Malam hendak bekerja ketika Christian mengantar kembali Khalisa ke rumah. Hampir setengah hari berdua membuat hati dan perut Khalisa penuh. Mereka bahkan sempat untuk mampir di warung soto favorit. Bu Hamidah menawarkan spesial ceker karena Christian memberitahunya bahwa Khalisa sedang sakit. Benar saja, nafsu makannya lekas kembali seketika memandang semangkuk soto spesial yang dihidangkan Bu Hamidah. Ternyata makan soto tidak hanya tepat saat pagi hari. Sore juga sangat nikmat rasanya, ditemani dengan rintik hujan yang menggemaskan dan setia. Tidak besar marahnya, tetapi tidak kunjung pergi juga.
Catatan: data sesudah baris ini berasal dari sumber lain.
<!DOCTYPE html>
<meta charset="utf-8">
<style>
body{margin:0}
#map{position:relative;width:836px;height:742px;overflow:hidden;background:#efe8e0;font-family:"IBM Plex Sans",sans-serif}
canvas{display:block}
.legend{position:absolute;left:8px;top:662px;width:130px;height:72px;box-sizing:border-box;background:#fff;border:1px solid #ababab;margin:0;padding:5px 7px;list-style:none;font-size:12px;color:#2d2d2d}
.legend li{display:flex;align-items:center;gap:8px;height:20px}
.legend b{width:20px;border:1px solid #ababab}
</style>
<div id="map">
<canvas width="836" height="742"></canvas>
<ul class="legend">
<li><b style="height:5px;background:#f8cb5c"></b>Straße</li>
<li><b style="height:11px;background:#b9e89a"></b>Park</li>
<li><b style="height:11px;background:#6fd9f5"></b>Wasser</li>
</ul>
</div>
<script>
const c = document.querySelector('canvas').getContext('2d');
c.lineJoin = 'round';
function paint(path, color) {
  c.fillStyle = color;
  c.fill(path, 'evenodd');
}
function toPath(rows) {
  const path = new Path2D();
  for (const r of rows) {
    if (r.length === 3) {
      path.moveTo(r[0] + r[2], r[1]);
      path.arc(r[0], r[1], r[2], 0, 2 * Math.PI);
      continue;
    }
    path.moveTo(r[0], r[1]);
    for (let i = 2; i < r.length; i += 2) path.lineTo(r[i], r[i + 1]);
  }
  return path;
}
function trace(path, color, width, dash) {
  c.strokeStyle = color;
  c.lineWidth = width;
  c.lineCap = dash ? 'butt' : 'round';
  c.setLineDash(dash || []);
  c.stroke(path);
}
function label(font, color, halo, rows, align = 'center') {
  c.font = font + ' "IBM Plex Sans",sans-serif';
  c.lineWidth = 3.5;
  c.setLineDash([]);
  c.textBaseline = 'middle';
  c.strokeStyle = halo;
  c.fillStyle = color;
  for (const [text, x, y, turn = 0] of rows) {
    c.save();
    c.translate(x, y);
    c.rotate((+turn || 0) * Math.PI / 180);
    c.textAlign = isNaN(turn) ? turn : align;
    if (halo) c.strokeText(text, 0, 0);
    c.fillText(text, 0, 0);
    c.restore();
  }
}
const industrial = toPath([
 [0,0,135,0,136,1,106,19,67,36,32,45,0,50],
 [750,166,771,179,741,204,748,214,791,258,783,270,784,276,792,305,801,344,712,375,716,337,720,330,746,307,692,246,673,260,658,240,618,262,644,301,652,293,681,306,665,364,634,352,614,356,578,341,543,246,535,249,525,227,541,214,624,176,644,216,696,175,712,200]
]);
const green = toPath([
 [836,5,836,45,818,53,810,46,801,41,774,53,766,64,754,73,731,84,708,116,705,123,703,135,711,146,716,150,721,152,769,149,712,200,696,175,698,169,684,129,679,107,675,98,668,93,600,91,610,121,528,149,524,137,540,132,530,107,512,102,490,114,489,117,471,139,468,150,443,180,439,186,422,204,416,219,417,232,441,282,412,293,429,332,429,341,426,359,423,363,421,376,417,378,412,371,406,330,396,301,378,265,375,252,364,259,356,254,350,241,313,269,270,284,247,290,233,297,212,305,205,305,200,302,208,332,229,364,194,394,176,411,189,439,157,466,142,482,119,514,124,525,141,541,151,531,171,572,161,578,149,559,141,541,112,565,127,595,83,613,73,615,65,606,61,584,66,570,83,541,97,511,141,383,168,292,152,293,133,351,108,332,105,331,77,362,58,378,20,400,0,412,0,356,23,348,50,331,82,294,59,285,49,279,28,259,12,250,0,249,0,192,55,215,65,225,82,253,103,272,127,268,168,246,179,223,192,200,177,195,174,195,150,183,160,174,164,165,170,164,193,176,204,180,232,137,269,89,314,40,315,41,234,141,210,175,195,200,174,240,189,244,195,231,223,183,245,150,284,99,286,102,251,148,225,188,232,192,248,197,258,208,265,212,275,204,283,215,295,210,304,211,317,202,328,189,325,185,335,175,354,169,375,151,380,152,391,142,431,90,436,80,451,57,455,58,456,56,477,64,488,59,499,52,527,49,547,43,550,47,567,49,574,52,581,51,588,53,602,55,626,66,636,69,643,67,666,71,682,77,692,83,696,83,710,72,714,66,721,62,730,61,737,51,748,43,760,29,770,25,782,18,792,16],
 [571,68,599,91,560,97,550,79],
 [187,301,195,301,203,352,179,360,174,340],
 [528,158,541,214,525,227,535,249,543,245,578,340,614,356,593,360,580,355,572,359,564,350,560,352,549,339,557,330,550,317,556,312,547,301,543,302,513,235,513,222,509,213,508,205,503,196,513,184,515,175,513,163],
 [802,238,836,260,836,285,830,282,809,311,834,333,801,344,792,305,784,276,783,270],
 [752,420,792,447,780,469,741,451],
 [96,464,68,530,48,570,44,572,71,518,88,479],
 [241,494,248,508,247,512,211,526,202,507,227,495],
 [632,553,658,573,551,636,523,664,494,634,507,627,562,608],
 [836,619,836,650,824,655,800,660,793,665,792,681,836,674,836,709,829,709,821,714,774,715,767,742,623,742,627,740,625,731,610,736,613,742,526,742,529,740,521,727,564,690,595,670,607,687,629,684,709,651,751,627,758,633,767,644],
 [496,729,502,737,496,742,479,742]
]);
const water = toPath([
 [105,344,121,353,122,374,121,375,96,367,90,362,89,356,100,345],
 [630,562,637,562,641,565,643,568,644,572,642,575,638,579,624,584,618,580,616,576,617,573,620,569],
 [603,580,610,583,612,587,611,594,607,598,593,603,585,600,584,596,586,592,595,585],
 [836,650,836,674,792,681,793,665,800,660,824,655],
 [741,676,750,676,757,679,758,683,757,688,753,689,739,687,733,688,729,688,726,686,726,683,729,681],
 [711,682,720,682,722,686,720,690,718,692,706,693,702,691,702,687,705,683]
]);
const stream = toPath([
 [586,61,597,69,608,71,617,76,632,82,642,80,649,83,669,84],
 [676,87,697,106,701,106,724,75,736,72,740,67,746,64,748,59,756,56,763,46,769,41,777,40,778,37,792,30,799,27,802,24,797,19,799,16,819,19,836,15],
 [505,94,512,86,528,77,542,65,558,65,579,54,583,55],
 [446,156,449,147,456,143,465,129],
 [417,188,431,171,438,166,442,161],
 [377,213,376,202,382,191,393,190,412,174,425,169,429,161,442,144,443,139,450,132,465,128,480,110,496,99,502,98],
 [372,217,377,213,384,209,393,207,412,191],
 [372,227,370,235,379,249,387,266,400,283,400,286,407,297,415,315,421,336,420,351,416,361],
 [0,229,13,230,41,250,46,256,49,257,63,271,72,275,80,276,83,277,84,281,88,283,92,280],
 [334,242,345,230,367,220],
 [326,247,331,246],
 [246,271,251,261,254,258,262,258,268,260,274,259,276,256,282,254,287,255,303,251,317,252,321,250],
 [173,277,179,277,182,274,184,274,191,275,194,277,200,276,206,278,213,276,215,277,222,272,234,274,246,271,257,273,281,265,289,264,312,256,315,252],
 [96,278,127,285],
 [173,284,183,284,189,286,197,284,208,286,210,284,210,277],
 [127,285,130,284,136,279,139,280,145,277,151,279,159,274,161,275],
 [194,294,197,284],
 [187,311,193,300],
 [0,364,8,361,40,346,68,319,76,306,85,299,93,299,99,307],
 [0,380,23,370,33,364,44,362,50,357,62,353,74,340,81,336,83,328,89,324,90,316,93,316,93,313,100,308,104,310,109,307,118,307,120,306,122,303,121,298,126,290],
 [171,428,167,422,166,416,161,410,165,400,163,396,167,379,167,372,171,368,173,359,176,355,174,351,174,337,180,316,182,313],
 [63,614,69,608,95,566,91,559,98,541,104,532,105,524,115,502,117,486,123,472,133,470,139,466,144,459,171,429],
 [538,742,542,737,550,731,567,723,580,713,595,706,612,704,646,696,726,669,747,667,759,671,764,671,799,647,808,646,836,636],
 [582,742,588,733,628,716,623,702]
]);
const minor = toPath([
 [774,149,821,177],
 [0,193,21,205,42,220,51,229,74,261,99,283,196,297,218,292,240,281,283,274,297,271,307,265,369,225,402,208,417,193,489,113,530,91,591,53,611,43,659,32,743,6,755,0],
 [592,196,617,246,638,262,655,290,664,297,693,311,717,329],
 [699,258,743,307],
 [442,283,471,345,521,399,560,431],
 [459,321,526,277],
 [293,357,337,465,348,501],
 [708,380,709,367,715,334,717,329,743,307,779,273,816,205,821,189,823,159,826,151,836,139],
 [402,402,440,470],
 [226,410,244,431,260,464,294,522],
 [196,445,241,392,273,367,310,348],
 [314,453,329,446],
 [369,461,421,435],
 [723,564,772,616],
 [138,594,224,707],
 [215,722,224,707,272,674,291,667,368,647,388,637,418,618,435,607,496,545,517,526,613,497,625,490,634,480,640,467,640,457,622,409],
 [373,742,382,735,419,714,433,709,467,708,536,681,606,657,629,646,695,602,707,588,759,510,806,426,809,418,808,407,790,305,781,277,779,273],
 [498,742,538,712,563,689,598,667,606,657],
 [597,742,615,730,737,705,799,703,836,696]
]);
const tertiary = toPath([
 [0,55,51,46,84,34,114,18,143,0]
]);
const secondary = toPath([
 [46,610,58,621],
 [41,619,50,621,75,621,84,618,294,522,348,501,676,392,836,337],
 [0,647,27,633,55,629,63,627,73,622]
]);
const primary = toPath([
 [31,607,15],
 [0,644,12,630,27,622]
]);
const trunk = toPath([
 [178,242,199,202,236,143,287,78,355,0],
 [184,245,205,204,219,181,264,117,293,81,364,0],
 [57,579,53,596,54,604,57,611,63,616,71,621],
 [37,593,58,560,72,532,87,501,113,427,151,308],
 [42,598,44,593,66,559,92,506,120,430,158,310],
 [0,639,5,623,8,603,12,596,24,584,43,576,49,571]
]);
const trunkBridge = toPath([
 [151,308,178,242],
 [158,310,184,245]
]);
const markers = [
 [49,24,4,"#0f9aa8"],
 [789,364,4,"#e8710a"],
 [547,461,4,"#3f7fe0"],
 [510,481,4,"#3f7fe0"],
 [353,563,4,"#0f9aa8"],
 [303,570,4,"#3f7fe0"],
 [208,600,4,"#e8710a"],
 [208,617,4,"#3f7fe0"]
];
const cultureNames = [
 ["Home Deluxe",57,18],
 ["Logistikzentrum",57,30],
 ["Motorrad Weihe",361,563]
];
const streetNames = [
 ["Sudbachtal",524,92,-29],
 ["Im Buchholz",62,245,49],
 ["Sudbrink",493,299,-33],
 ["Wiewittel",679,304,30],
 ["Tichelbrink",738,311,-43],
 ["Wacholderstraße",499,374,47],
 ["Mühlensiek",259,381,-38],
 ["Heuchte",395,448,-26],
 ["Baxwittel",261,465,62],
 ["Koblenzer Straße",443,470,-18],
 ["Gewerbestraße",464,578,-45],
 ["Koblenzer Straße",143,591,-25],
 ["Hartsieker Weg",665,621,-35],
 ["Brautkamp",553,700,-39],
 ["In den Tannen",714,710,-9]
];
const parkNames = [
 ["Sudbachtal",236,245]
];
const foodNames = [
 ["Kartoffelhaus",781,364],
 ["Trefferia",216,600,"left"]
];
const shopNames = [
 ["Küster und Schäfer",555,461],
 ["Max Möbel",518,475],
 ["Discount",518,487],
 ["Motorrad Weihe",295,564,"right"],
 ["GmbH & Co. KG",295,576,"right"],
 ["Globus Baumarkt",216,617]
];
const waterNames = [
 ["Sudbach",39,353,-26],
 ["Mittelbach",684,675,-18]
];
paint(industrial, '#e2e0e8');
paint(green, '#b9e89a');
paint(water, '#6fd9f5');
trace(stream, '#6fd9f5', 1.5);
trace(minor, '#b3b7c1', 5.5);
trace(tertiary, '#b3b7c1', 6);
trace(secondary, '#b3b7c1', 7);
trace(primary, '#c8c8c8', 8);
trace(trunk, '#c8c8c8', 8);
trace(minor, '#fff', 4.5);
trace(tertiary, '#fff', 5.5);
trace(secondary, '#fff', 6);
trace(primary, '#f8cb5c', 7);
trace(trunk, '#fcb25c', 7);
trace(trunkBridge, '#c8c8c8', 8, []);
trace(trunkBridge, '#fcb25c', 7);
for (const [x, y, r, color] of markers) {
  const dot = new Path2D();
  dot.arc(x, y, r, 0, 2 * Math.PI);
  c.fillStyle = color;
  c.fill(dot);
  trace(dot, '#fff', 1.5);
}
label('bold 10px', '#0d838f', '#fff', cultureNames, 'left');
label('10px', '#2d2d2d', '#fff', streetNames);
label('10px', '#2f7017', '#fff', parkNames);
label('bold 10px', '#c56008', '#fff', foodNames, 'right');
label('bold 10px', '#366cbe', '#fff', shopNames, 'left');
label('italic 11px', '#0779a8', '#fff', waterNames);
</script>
Nuansa romantis itu Khalisa bawa hingga pulang ke rumahnya. Sehingga fakta bahwa ayahnya belum juga kembali tidak membuatnya gundah. Namun, selain suasana yang romantis sebenarnya isi kepala Khalisa juga dipenuhi oleh hal lain. Sejak percakapannya dengan Christian sebelum rintik hujan itu turun, Khalisa sudah sepakat untuk membaca peninggalan ibunya. Ia setuju untuk melawan rasa ragu yang ada di hatinya. Khalisa sudah merasa cukup dengan ibunya, tetapi tetap saja hubungan ibu dan anak perempuannya adalah sesuatu yang kompleks. Khalisa mungkin mengenalnya sebagai ibu, tetapi ia pasti belum mengenalnya sebagai Ratna. Khalisa tidak pernah mengingat ibunya bercerita tentang dirinya sendiri. Hingga akhirnya ia pergi, hanya fakta bahwa ia seorang ibu yang mampu Khalisa kenang. Bagaimana hidup perempuan itu sebelum dirinya lahir? Itu yang perlu Khalisa cari tahu. Dengan cara itu mungkin ia akan merasa semakin dekat dengan ibunya, Ratna. Dan tidak ada lagi pertanyaan yang tertinggal setelahnya. Itu harapannya.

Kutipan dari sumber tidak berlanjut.